Tip | An additional benefit of a fast full index scan over a full index scan is that the DB_FILE_MULTIBLOCK_READ_COUNT can be utilized since the index is read in physical order. |
EXPLAIN PLAN SET statement_id='TEST' FOR SELECT stock_id, supplier_id FROM stocksource;
Note that if the sequence of the columns were reversed the fast full index scan would still be used.
Query Cost Rows Bytes ----------------------------------- ---- ------ ------- SELECT STATEMENT on 5 12083 72498 INDEX FAST FULL SCAN on XPK_STOCKSOURCE 5 12083 72498
This second example is a modification of the first where an ORDER BY clause is added for the same columns retrieved, in the same sequence. The Optimizer reverts back to a full index scan since the ORDER BY clause specifies the index be read in sorted key order rather than unsorted physical order as the fast full index scan does.

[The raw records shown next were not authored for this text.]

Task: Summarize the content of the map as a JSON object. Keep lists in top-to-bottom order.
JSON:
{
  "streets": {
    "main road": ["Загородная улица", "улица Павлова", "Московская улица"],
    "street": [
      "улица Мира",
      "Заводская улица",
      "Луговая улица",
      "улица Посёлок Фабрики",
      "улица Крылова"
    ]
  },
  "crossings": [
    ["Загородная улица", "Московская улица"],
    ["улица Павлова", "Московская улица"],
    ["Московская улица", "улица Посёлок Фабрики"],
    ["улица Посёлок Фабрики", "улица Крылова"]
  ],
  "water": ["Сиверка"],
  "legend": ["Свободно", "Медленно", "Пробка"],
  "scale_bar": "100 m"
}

EXPLAIN PLAN SET statement_id='TEST' FOR SELECT stock_id, supplier_id FROM stocksource ORDER BY stock_id, supplier_id; Query Cost Rows Bytes ----------------------------------- ---- ------ ------- SELECT STATEMENT on 25 12083 72498 INDEX FULL SCAN on XPK_STOCKSOURCE 25 12083 72498
Now let's force use of the unordered fast full index scan for the query shown previously with the ORDER BY clause added to show the difference in cost. Note the use of temporary sort space on disk to execute the sort plus the increase in cost for sorting denoted by SORT ORDER BY in the query plan.
EXPLAIN PLAN SET statement_id='TEST' FOR SELECT /*+ INDEX_FFS(stocksource, xpk_stocksource) */ stock_id, supplier_id FROM stocksource ORDER BY stock_id, supplier_id; Query Cost Rows Bytes Sort ------------------------------ ---- ------ ------- ------- SELECT STATEMENT on 53 12083 72498 SORT ORDER BY on 53 12083 72498 402000 INDEX FAST FULL SCAN on XPK_STOCKSOURCE 5 12083 72498
Therefore, since a fast full index scan does not read an index in key order overhead for ORDER BY or GROUP BY clause sorting would apply as shown in the previous example.

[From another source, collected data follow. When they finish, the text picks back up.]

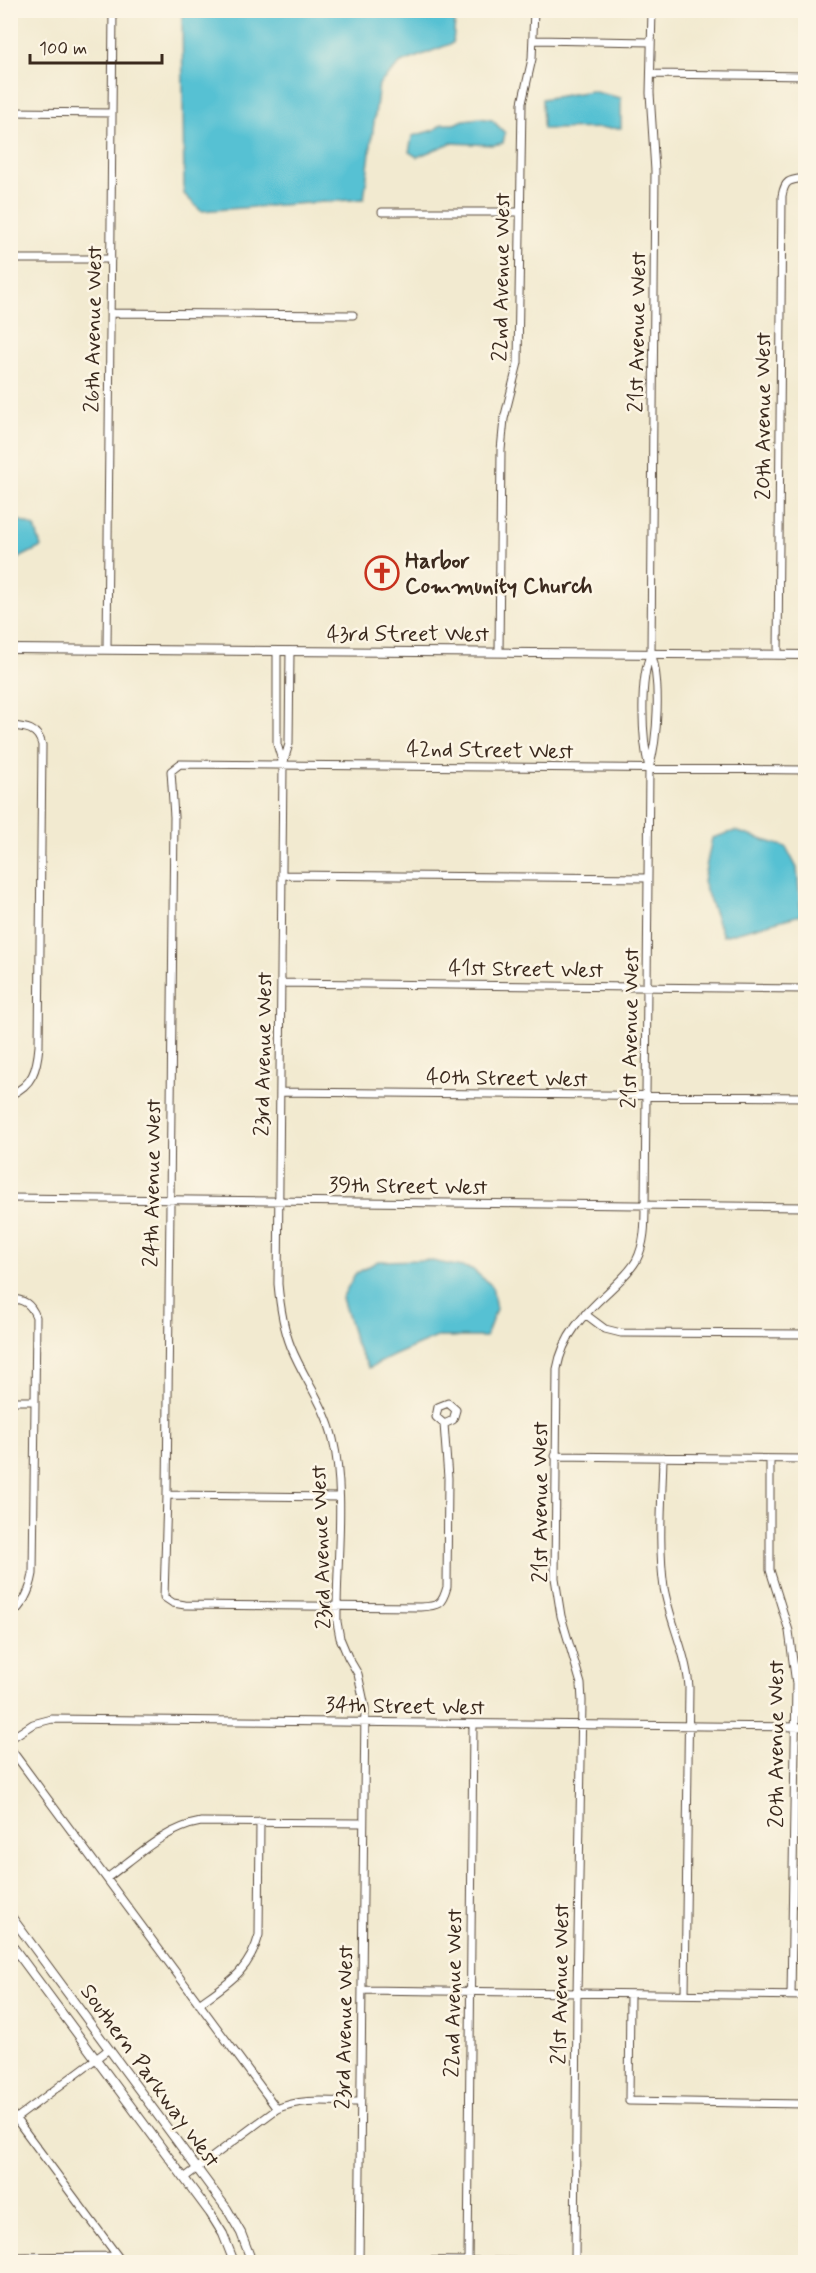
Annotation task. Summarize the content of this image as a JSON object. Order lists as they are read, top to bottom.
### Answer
{
  "streets": {
    "street": [
      "22nd Avenue West",
      "26th Avenue West",
      "21st Avenue West",
      "20th Avenue West",
      "43rd Street West",
      "42nd Street West",
      "41st Street West",
      "23rd Avenue West",
      "40th Street West",
      "24th Avenue West",
      "39th Street West",
      "34th Street West",
      "Southern Parkway West"
    ]
  },
  "crossings": [
    ["22nd Avenue West", "43rd Street West"],
    ["22nd Avenue West", "34th Street West"],
    ["26th Avenue West", "43rd Street West"],
    ["21st Avenue West", "43rd Street West"],
    ["21st Avenue West", "42nd Street West"],
    ["21st Avenue West", "41st Street West"],
    ["21st Avenue West", "40th Street West"],
    ["21st Avenue West", "39th Street West"],
    ["21st Avenue West", "34th Street West"],
    ["20th Avenue West", "43rd Street West"],
    ["20th Avenue West", "34th Street West"],
    ["43rd Street West", "23rd Avenue West"],
    ["42nd Street West", "23rd Avenue West"],
    ["42nd Street West", "24th Avenue West"],
    ["41st Street West", "23rd Avenue West"],
    ["23rd Avenue West", "40th Street West"],
    ["23rd Avenue West", "24th Avenue West"],
    ["23rd Avenue West", "39th Street West"],
    ["23rd Avenue West", "34th Street West"],
    ["24th Avenue West", "39th Street West"]
  ],
  "places": {
    "church": ["Harbor Community Church"]
  },
  "scale_bar": "100 m"
}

Now let's take a look at some interesting effects of query variations on full and fast full index scans.
The DISTINCT clause.
The COUNT function.
Retrieving from an index with NOT NULL.
Parallel execution with multiple CPUs.
DISTINCT always executes an inherent sort.
EXPLAIN PLAN SET statement_id='TEST' FOR SELECT DISTINCT(stock_id) FROM stockmovement; Query Cost Rows Bytes ----------------------------------- ---- ------ ------- SELECT STATEMENT on 1506 118 354 SORT UNIQUE on 1506 118 354 INDEX FAST FULL SCAN on XFK_SM_STOCK 312 1043460 3130380
Even when using the presorted full index scan as in the next example the DISTINCT clause still forces a sort. Thus, the previous query using the fast full index scan has a lower cost, even though the query plan specifies SORT UNIQUE NOSORT as opposed to SORT UNIQUE in the previous example.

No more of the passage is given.